TASK: Locate the word "price" in the entries below, then gather every line that holds it.

DATA IN THIS EXERCISE:
________

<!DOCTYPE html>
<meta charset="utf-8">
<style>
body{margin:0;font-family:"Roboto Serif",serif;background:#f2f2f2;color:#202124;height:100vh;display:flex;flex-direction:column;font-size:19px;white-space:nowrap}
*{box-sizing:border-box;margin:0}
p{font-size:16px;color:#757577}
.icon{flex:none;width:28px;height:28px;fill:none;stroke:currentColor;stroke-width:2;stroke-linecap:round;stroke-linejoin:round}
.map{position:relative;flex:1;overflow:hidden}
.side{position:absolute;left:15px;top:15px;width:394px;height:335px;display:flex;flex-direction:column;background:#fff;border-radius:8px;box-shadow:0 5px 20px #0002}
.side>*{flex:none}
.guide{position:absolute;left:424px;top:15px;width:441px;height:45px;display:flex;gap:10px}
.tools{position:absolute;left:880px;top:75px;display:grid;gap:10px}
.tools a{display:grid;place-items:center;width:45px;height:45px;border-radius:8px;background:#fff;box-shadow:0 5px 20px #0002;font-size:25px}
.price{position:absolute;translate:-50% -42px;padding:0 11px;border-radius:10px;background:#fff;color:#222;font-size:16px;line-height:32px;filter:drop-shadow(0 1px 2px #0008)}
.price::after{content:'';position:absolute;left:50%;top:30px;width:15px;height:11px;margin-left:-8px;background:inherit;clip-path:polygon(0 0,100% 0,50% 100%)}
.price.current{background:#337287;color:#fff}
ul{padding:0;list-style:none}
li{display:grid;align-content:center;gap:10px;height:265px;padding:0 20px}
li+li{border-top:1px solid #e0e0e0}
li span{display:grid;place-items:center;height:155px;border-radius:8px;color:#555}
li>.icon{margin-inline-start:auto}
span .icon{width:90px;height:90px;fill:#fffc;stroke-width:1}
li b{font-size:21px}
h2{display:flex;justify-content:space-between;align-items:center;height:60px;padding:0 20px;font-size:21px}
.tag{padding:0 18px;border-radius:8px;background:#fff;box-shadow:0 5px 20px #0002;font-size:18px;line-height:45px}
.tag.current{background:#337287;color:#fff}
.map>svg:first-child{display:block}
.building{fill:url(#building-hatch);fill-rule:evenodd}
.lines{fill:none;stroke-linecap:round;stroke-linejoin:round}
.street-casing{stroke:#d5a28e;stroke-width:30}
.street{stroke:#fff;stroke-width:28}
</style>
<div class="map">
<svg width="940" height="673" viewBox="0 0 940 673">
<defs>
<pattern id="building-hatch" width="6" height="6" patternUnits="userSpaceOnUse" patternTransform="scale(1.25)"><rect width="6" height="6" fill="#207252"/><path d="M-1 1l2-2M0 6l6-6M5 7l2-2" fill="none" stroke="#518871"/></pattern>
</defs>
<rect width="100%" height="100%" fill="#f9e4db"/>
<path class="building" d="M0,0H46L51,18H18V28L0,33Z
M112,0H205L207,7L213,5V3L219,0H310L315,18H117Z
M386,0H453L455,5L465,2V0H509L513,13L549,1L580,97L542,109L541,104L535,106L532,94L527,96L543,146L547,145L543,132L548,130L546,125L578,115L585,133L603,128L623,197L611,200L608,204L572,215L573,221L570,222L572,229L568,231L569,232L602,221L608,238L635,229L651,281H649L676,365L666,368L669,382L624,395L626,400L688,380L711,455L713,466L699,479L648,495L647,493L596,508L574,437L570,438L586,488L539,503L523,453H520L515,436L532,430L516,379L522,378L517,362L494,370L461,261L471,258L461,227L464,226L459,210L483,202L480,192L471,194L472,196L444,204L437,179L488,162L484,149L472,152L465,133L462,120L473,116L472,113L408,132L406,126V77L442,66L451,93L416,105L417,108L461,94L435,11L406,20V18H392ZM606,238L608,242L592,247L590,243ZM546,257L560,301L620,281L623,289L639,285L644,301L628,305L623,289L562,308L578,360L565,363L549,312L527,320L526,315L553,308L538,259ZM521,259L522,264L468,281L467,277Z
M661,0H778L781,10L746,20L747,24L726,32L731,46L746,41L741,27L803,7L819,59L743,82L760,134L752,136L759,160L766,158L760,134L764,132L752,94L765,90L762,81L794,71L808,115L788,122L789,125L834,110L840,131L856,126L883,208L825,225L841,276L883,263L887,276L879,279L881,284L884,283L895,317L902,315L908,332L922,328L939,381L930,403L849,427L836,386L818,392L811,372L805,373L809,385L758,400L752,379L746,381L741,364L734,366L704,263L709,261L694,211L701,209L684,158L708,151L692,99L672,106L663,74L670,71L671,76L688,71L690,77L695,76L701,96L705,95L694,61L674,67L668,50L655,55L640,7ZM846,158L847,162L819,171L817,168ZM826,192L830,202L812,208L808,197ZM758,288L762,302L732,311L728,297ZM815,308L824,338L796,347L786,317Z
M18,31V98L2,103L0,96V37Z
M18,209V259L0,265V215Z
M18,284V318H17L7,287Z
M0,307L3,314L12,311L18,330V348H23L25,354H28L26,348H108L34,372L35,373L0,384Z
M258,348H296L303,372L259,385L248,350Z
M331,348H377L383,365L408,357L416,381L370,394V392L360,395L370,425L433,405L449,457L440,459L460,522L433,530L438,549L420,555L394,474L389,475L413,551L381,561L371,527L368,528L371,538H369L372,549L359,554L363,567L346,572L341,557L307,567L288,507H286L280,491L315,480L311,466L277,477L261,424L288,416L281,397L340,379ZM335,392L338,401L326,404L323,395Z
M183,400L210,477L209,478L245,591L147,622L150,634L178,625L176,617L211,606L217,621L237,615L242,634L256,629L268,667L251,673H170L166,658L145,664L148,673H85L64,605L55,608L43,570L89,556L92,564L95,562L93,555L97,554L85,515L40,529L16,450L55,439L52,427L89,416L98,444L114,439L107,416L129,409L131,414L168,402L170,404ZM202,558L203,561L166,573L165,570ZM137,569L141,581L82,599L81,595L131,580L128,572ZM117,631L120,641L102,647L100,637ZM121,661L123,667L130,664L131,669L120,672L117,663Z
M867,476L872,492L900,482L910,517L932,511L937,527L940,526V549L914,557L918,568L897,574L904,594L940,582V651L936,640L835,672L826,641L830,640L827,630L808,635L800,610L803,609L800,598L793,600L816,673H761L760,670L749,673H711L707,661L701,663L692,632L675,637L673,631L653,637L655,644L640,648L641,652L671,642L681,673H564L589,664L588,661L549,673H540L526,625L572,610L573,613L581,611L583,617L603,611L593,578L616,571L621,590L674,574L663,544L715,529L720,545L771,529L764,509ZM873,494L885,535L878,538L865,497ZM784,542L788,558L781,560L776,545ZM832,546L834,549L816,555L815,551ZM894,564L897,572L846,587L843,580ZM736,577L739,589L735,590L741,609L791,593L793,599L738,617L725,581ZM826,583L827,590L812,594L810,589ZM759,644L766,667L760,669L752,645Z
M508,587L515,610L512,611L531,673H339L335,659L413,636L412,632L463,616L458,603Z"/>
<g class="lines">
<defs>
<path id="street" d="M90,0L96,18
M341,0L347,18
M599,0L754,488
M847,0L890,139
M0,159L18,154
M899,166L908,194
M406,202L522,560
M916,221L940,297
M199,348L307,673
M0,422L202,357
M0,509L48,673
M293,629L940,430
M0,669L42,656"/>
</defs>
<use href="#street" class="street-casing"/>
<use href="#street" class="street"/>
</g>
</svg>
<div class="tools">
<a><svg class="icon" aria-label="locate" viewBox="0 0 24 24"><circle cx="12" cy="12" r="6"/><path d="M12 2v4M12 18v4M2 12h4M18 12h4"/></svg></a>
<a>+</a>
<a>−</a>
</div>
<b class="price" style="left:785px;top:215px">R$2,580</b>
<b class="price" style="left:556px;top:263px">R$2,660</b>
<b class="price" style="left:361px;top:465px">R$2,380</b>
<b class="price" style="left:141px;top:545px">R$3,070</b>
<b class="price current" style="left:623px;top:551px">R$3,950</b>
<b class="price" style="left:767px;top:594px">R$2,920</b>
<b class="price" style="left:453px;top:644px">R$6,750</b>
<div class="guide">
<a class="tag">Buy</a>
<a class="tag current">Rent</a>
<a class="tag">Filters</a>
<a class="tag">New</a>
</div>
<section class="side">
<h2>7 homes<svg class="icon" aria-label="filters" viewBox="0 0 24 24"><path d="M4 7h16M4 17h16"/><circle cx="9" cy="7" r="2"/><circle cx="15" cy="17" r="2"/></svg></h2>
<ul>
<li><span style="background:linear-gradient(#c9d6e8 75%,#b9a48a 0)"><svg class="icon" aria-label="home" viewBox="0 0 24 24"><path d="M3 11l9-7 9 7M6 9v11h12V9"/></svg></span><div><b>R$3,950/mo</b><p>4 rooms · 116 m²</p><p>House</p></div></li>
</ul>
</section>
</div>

________

SOLUTION FOR THIS PROBLEM:
.price{position:absolute;translate:-50% -42px;padding:0 11px;border-radius:10px;background:#fff;color:#222;font-size:16px;line-height:32px;filter:drop-shadow(0 1px 2px #0008)}
.price::after{content:'';position:absolute;left:50%;top:30px;width:15px;height:11px;margin-left:-8px;background:inherit;clip-path:polygon(0 0,100% 0,50% 100%)}
.price.current{background:#337287;color:#fff}
<b class="price" style="left:785px;top:215px">R$2,580</b>
<b class="price" style="left:556px;top:263px">R$2,660</b>
<b class="price" style="left:361px;top:465px">R$2,380</b>
<b class="price" style="left:141px;top:545px">R$3,070</b>
<b class="price current" style="left:623px;top:551px">R$3,950</b>
<b class="price" style="left:767px;top:594px">R$2,920</b>
<b class="price" style="left:453px;top:644px">R$6,750</b>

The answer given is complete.